Planning for Brexit: why frictionless trade matters for manufacturers

7 November 2018 | By Pip Brooking

Investment intentions have taken a hit among UK manufacturers as they wait for clarity on Brexit, so we take a closer look at the issues at stake

The latest CBI Industrial Trends Survey, released in October, provided some sober reading on the prospects for manufacturing in the UK.

Among the findings, 30 per cent of the survey’s participants were concerned that access to skilled labour was likely to limit output over the next three months – the highest proportion since 1974. Planned spending on plant and machinery over the year ahead is expected to be scaled back at the fastest pace since July 2009, while further cuts were planned for investment in buildings, training and innovation budgets.

“Ongoing uncertainty around Brexit has made for a particularly tough quarter for the UK’s manufacturers,” said Tom Crotty, Group Director of INEOS and Chair of the CBI Manufacturing Council.

“Protecting jobs and people’s livelihoods from a lost generation of investment remains urgent,” added CBI Chief Economist Rain Newton Smith.

Hard decisions are being made across the board

Two days earlier, the CBI released research on business preparations, which showed Brexit was having a negative effect on investment decisions for eight in 10 firms. By December, nearly all firms surveyed will have actioned contingency plans. More than one in three already has.

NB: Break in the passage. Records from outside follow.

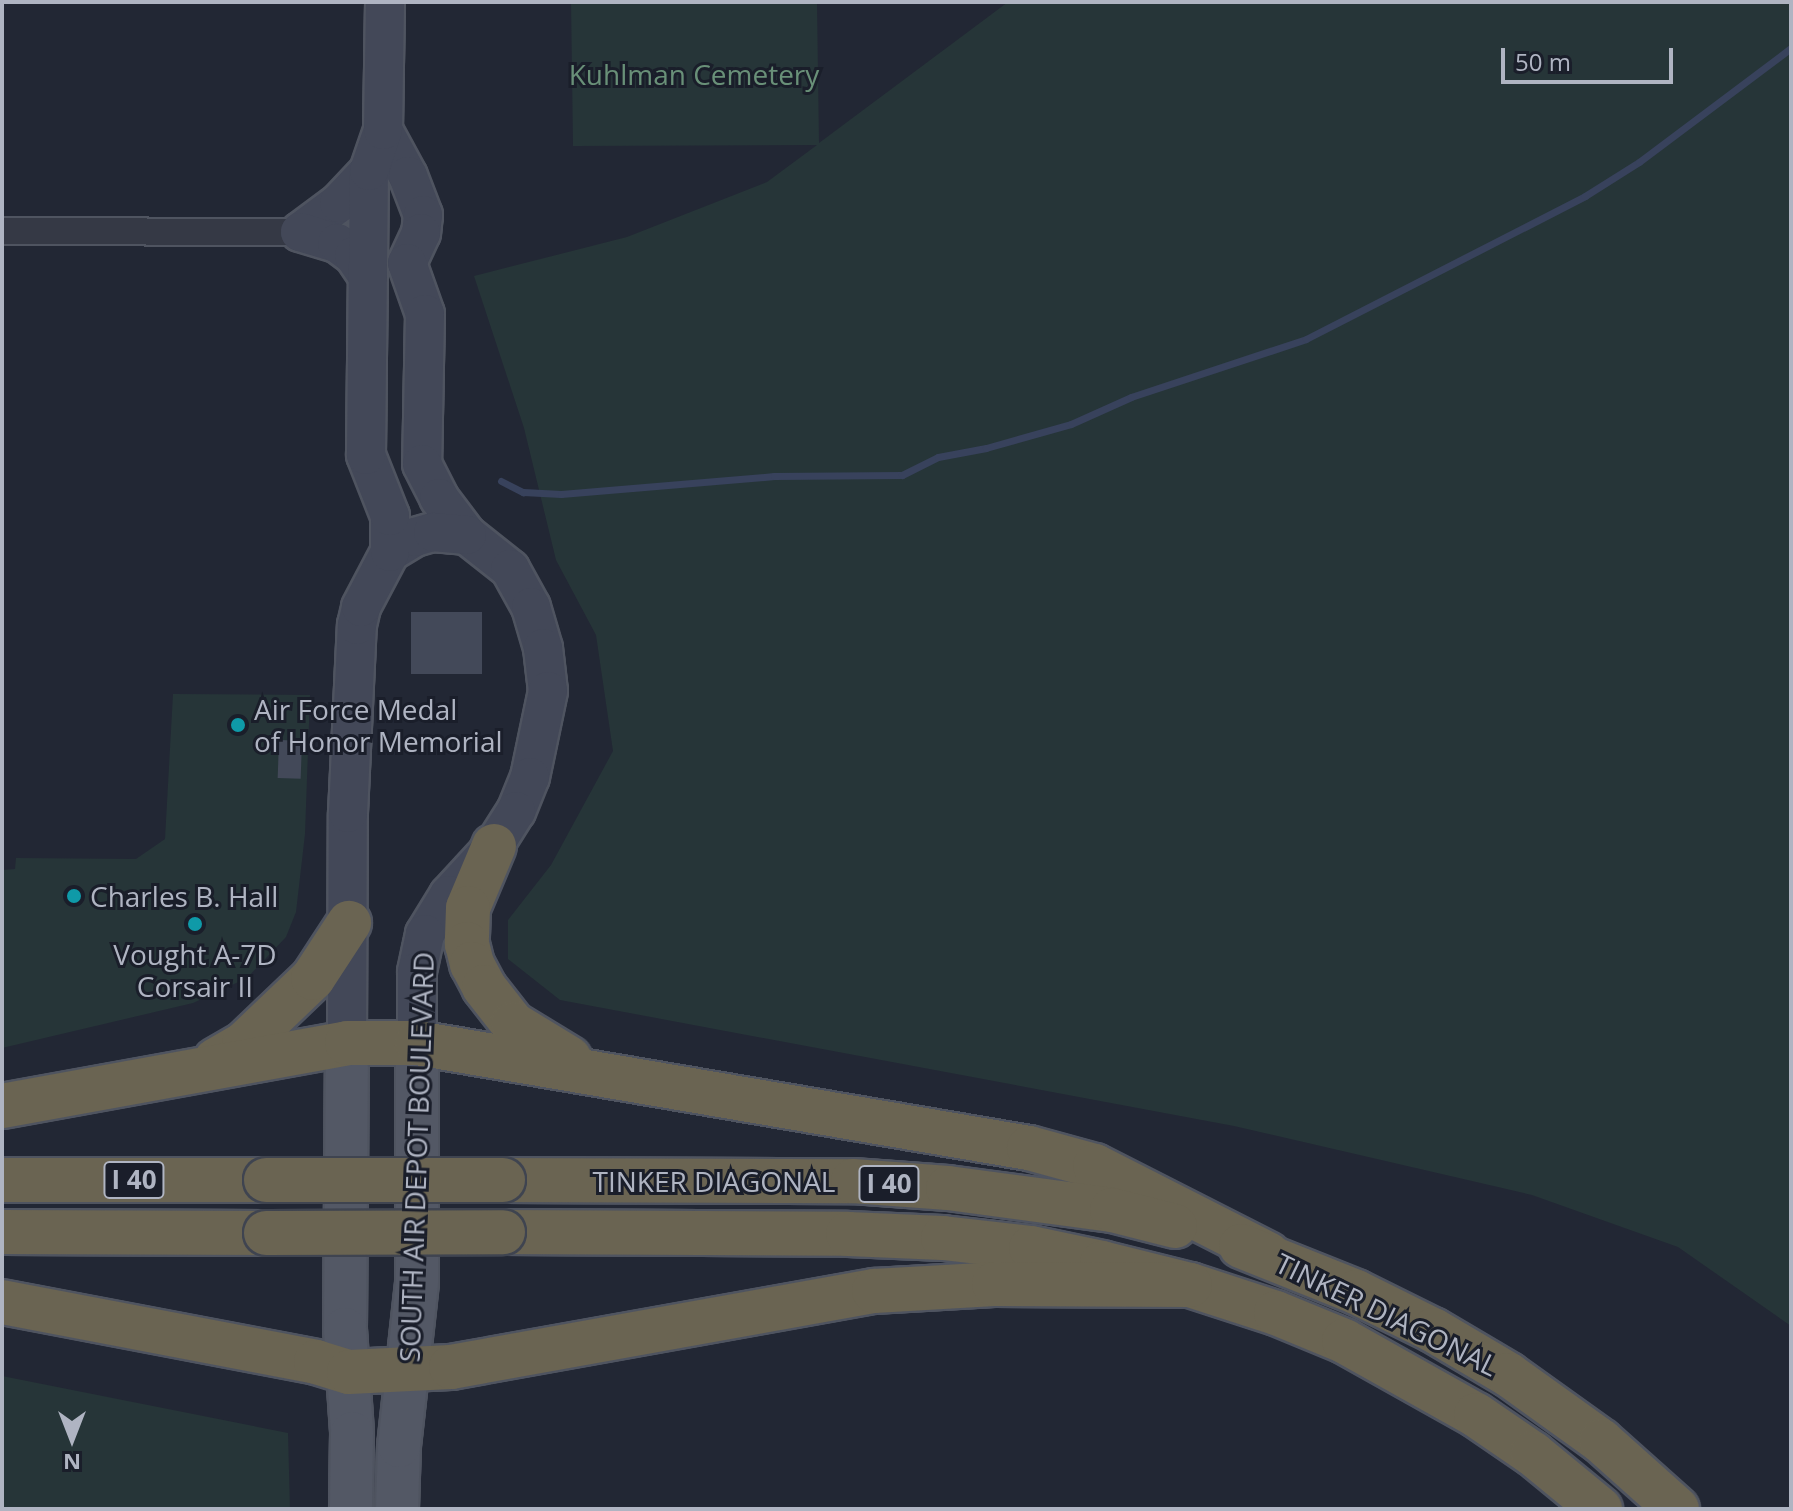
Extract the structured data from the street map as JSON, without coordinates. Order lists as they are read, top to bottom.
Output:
{
  "streets": {
    "highway": ["I 40", "TINKER DIAGONAL"],
    "main road": ["SOUTH AIR DEPOT BOULEVARD"]
  },
  "parks": ["Kuhlman Cemetery"],
  "places": ["Air Force Medal of Honor Memorial", "Charles B. Hall", "Vought A-7D Corsair II"],
  "scale_bar": "50 m",
  "north": "bottom"
}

Behind the statistics lie the very real and difficult decisions being taken by businesses in the UK. Contingency plans include cutting jobs, adjusting supply chains, stockpiling goods and relocationing production and services overseas. CBI Director-General Carolyn Fairbairn has warned the knock-on effect for the UK economy could be significant.

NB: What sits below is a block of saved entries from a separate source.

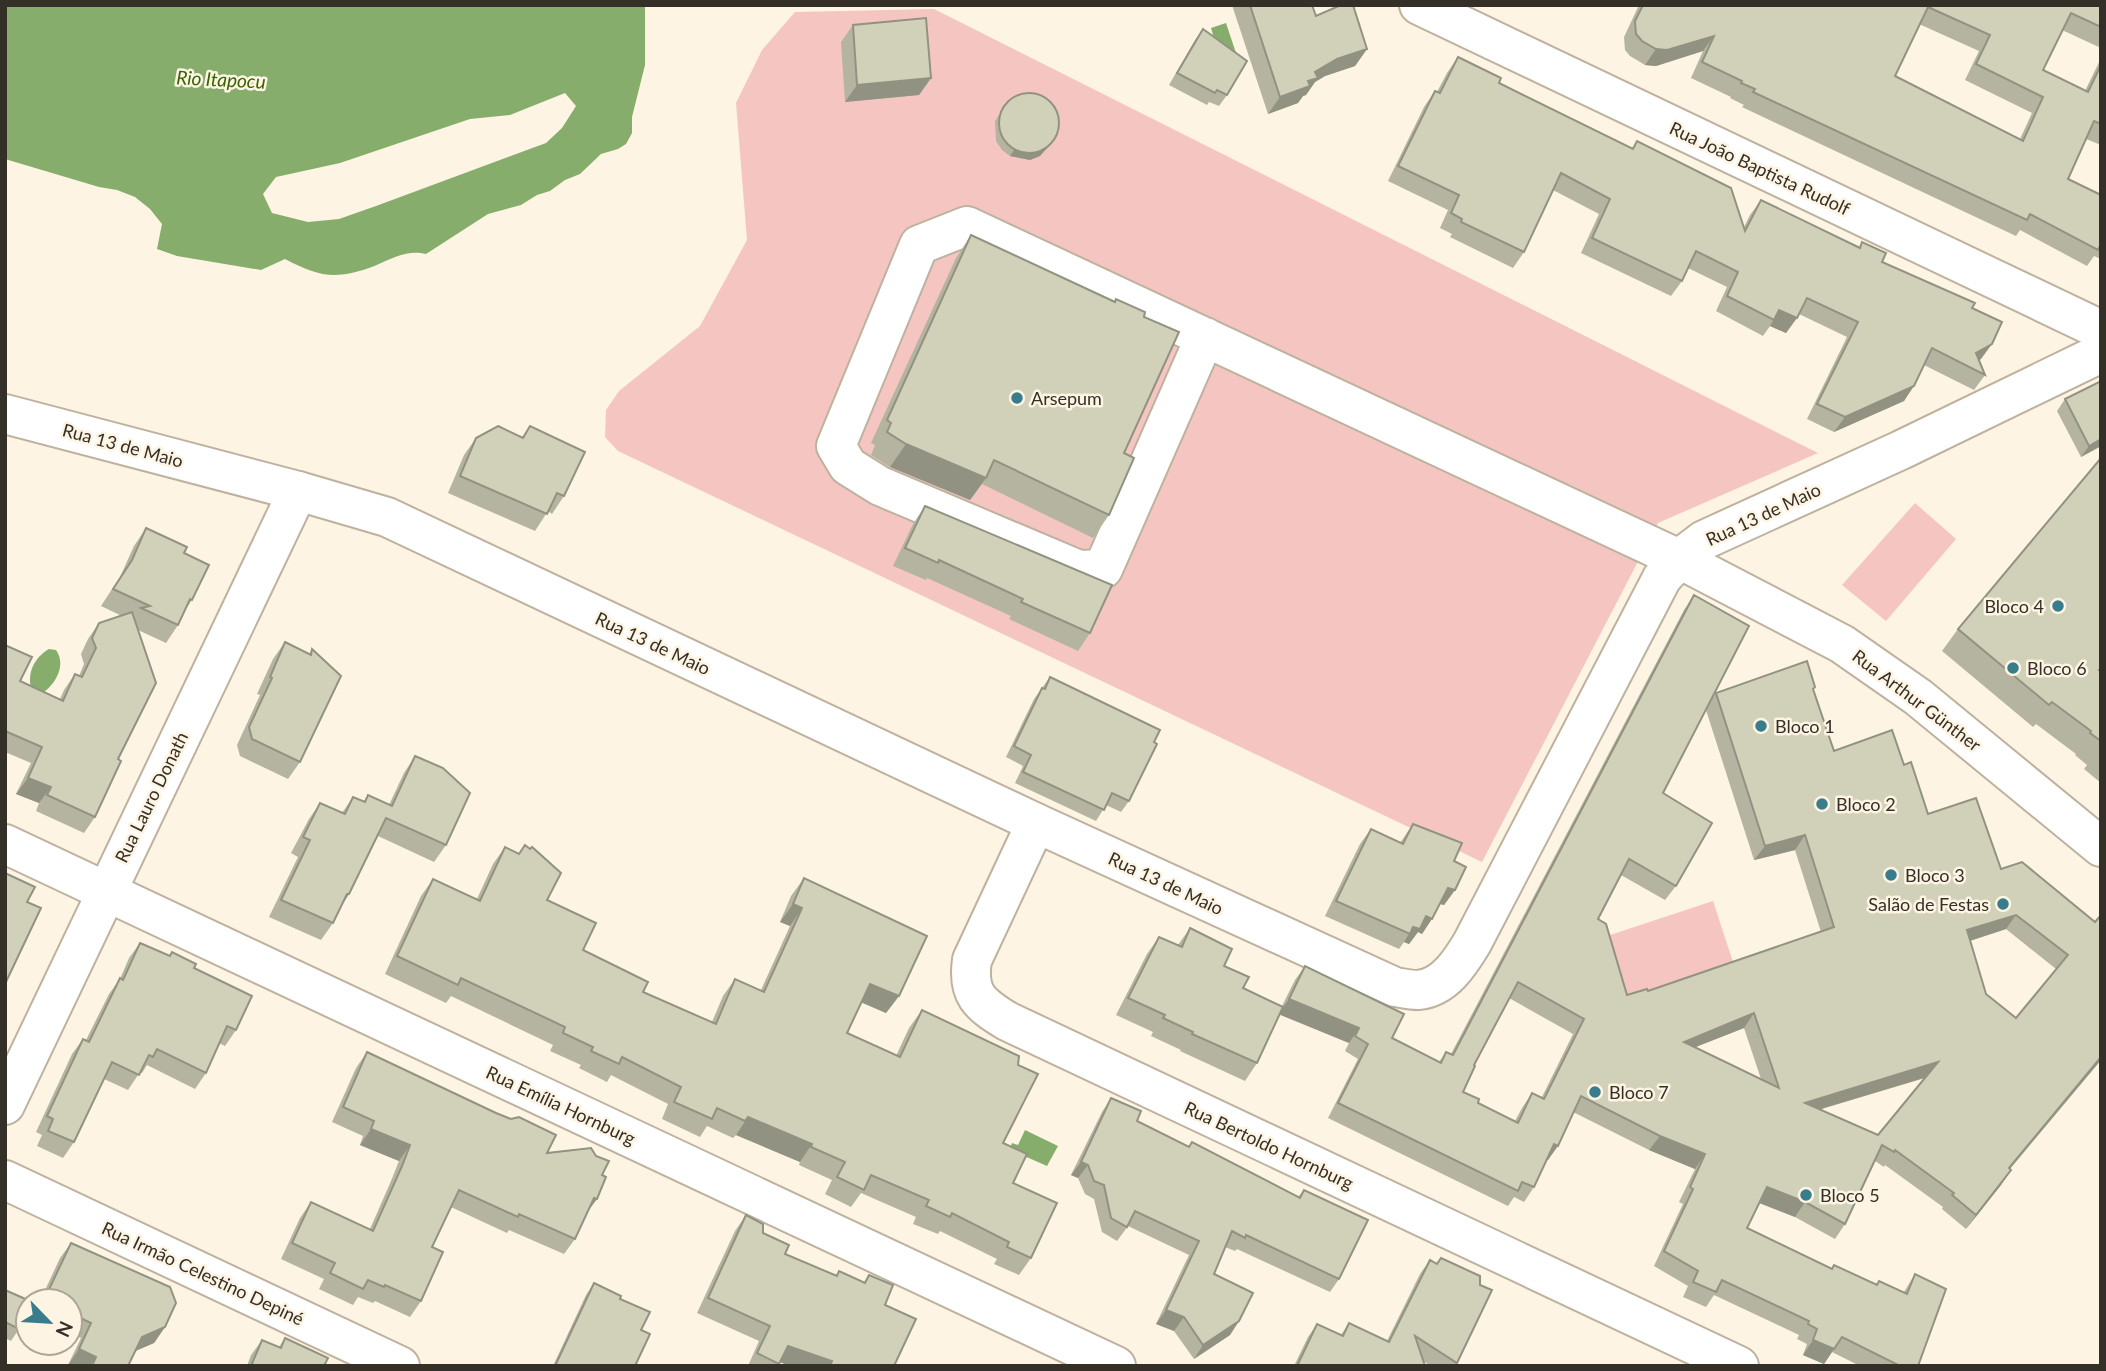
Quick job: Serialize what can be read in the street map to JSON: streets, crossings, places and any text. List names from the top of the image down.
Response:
{
  "streets": {
    "street": [
      "Rua João Baptista Rudolf",
      "Rua 13 de Maio",
      "Rua Arthur Günther",
      "Rua Lauro Donath",
      "Rua Emília Hornburg",
      "Rua Bertoldo Hornburg",
      "Rua Irmão Celestino Depiné"
    ]
  },
  "crossings": [
    ["Rua 13 de Maio", "Rua Arthur Günther"],
    ["Rua 13 de Maio", "Rua Lauro Donath"],
    ["Rua 13 de Maio", "Rua Bertoldo Hornburg"],
    ["Rua Lauro Donath", "Rua Emília Hornburg"]
  ],
  "water": ["Rio Itapocu"],
  "places": [
    "Arsepum",
    "Bloco 4",
    "Bloco 6",
    "Bloco 1",
    "Bloco 2",
    "Bloco 3",
    "Salão de Festas",
    "Bloco 7",
    "Bloco 5"
  ],
  "north": "bottom right"
}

Some of firms’ difficult decisions have made the headlines. Jaguar Land Rover has warned a no-deal Brexit could put £80bn of UK investment at risk over five years. It has already shifted staff in its Castle Bromwich factory onto a three-day week – attributing the move to both Brexit uncertainty and a slump in the market for diesel cars.

Airbus has warned it could move production of its aircraft wings away from British factories, putting thousands of jobs in the UK at risk – citing both regulatory and customs concerns.

Other companies have talked to Business Voice over the past 12 months, highlighting the wider potential impact on the automotive sector, on SMEs, on businesses in Northern Ireland, and the implications for innovation and access to skills.

Quiet moves, serious implications

Many more anecdotes come from companies too concerned about protecting current clients and order books to talk publicly.

Like the multinational plastics manufacturer that has already cancelled a £7m investment in machinery, and is planning moving from a seven-day shift pattern to a five-day one in the event of a ‘no deal’ scenario. This would result in the loss of around 100 jobs, 30 per cent of its UK workforce.

Or the company specialising in safety equipment, which is moving production and distribution centres away from the UK.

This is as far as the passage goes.